Step 2: Arrive at the right departures terminal

First, make sure you are getting dropped off or that you find parking in the correct departure section.

It may sound silly but some people get mixed up on the difference between arrivals and departures.

Because they are “arriving” at the airport they think that they need to head to arrivals but you will want to head to departures. (In the end, this doesn’t always make a huge difference because you can just take an elevator to go from one to the other but it can complicate things like parking.)

When arriving at the airport your goal is to find the terminal you are departing from and then find the section of the terminal serving your airline.

Finding the terminal you are departing from is usually easy because you can just look at your boarding pass. If you don’t have that information, you can look it up on the airline’s website or look for signs when you arrive at the airport. That’s because certain terminals will be designated to specific airlines.

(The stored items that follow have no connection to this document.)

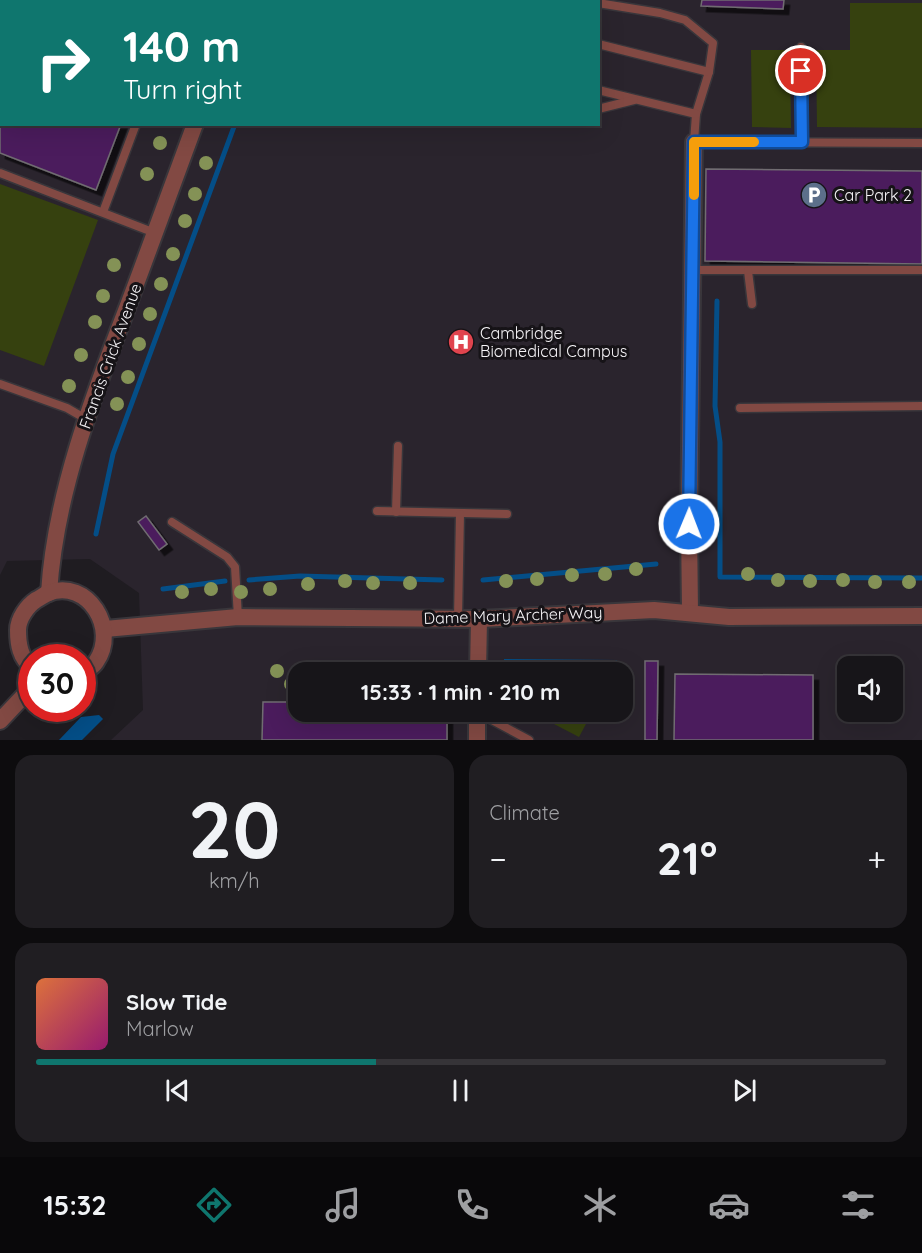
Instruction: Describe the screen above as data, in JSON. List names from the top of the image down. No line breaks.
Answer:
{"streets":{"street":["Francis Crick Avenue","Dame Mary Archer Way"]},"places":{"parking":["Car Park 2"],"hospital":["Cambridge Biomedical Campus"]},"page":{"turn":["140 m","Turn right"],"limit":"30","trip":"15:33 · 1 min · 210 m","tile":[["20","km/h"],"Climate"],"heat":["−","21°","+"],"song":["Slow Tide","Marlow"],"tabs":"15:32"}}
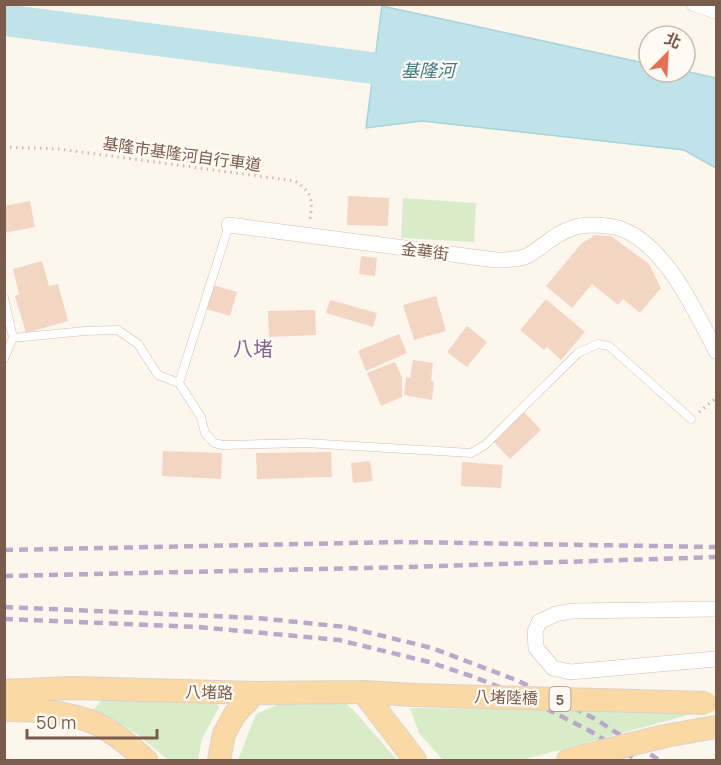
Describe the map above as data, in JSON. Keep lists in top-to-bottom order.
{
  "streets": {
    "main road": ["八堵路", "八堵陸橋", "5"],
    "street": ["金華街"],
    "path": ["基隆市基隆河自行車道"]
  },
  "crossings": [
    ["基隆市基隆河自行車道", "金華街"],
    ["八堵路", "八堵陸橋"]
  ],
  "districts": ["八堵"],
  "water": ["基隆河"],
  "scale_bar": "50 m",
  "north": "top right"
}
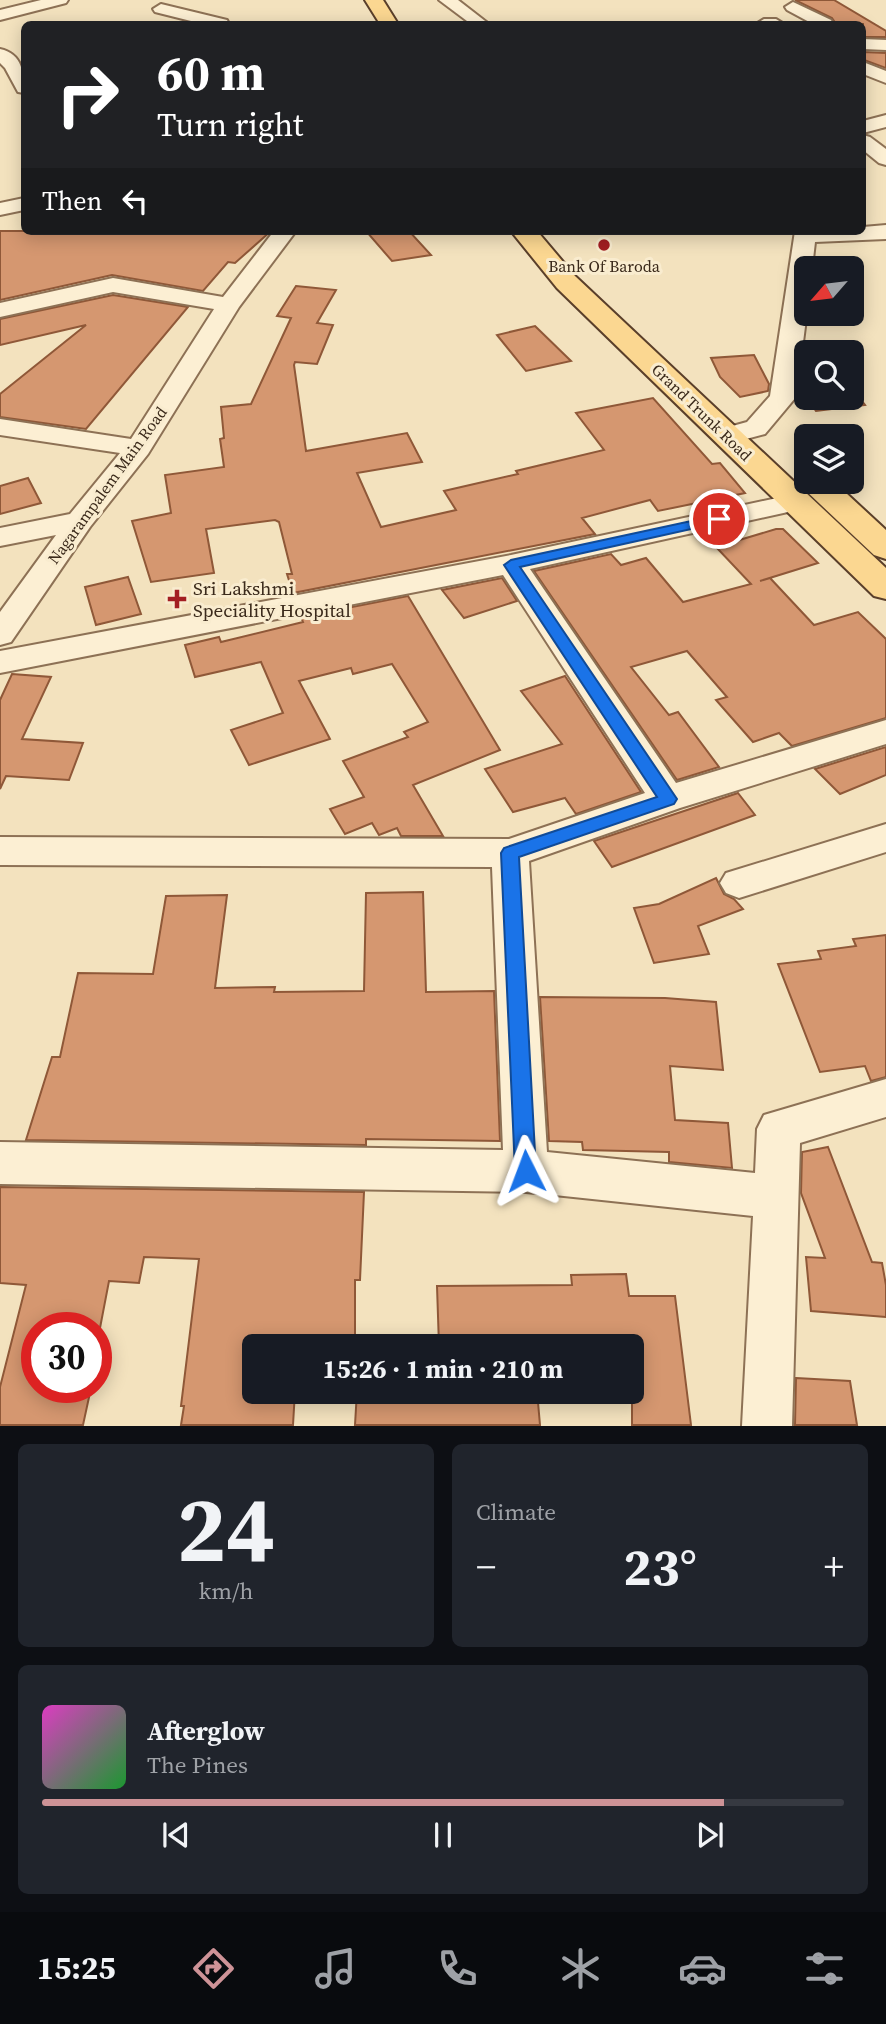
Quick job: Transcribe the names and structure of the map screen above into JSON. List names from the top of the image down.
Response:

Next, if you’re dealing with a terminal that serves multiple airlines you want to find the section of the terminal that is serving your specific airline. Again, just look for the signs.

If you are getting dropped off by an Uber driver or Taxi, let them know what airline you are flying on and they should take you right to that section of the terminal.

Step 3: Head to a check in/baggage counter if needed

If you already checked in on your mobile device you don’t need to go to any check-in desk unless you have bags to check.

(If you do need to check in then you can probably do that at a kiosk or you can go speak with an agent at a check-in desk.)

If you have bags to check then the first thing you want to do is to weigh your bags.

A lot of airports now set up special weigh stations so that you can make sure your baggage is underneath the weight requirements. This would typically be 40 to 50 pounds for a standard economy ticket. If your bag is over that amount then you want to re-shuffle some contents and try to put them into your carry-on bag.

Once you know that your bags are under the weight limits you will have to make your way to the baggage counter.

There will usually be two lines at these check-in/baggage areas. One line will be for non-elite members and also for economy passengers. Most likely, this will be the longest line.

There will also be a separate line for elite passengers and for people flying in business class or first class. So make sure that you join the proper line based on your ticket and elite status.

Step 4: Prepare for security

It’s always helpful to prepare for security before you step foot in the line.

That’s because you would otherwise be forced to get ready in a hurry or to remove items as you are trying to pull your luggage along.

So before you even head over to the security line consider doing the following:

  • Remove watches, belts, or anything else that could set off the metal detector
  • Place your electronics like your phone in a compartment in your bag
  • Empty out anything in your pockets and place them in your bag
  • Have your ID and boarding pass in your hand

Step 5: Head to the right security line

As soon as your bags are checked and you have your boarding pass, you are ready to go through airport security.

But you should take a few seconds to make sure that you are choosing the right security line. I constantly see people entering the wrong line and then slowing things down so don’t overlook this step!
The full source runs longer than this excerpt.